▸ **Exercise details**
Whenever a line below holds the word "Martoglio", copy that line.

▸ **Provided records**
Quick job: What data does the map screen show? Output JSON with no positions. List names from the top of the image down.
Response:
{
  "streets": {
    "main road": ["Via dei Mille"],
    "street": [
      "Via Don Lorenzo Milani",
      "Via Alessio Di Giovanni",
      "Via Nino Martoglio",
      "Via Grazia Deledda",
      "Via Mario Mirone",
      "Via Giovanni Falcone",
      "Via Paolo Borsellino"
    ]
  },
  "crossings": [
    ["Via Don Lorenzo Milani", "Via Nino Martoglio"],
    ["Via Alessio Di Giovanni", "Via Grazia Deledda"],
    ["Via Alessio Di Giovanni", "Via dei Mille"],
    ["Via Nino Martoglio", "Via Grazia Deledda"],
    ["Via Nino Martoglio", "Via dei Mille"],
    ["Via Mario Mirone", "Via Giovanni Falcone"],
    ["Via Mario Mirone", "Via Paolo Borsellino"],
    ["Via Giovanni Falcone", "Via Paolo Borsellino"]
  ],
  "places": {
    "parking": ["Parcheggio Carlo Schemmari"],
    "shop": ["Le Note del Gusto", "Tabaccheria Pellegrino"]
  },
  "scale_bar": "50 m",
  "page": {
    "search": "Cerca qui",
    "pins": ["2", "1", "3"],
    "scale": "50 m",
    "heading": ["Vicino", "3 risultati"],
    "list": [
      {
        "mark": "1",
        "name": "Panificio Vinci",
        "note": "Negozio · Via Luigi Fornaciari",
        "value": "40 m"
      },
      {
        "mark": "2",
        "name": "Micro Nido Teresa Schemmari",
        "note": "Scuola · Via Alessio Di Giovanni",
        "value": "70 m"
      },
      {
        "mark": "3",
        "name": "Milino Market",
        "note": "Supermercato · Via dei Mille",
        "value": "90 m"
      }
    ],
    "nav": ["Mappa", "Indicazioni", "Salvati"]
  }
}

▸ **Answer for the task**
      "Via Nino Martoglio",
    ["Via Don Lorenzo Milani", "Via Nino Martoglio"],
    ["Via Nino Martoglio", "Via Grazia Deledda"],
    ["Via Nino Martoglio", "Via dei Mille"],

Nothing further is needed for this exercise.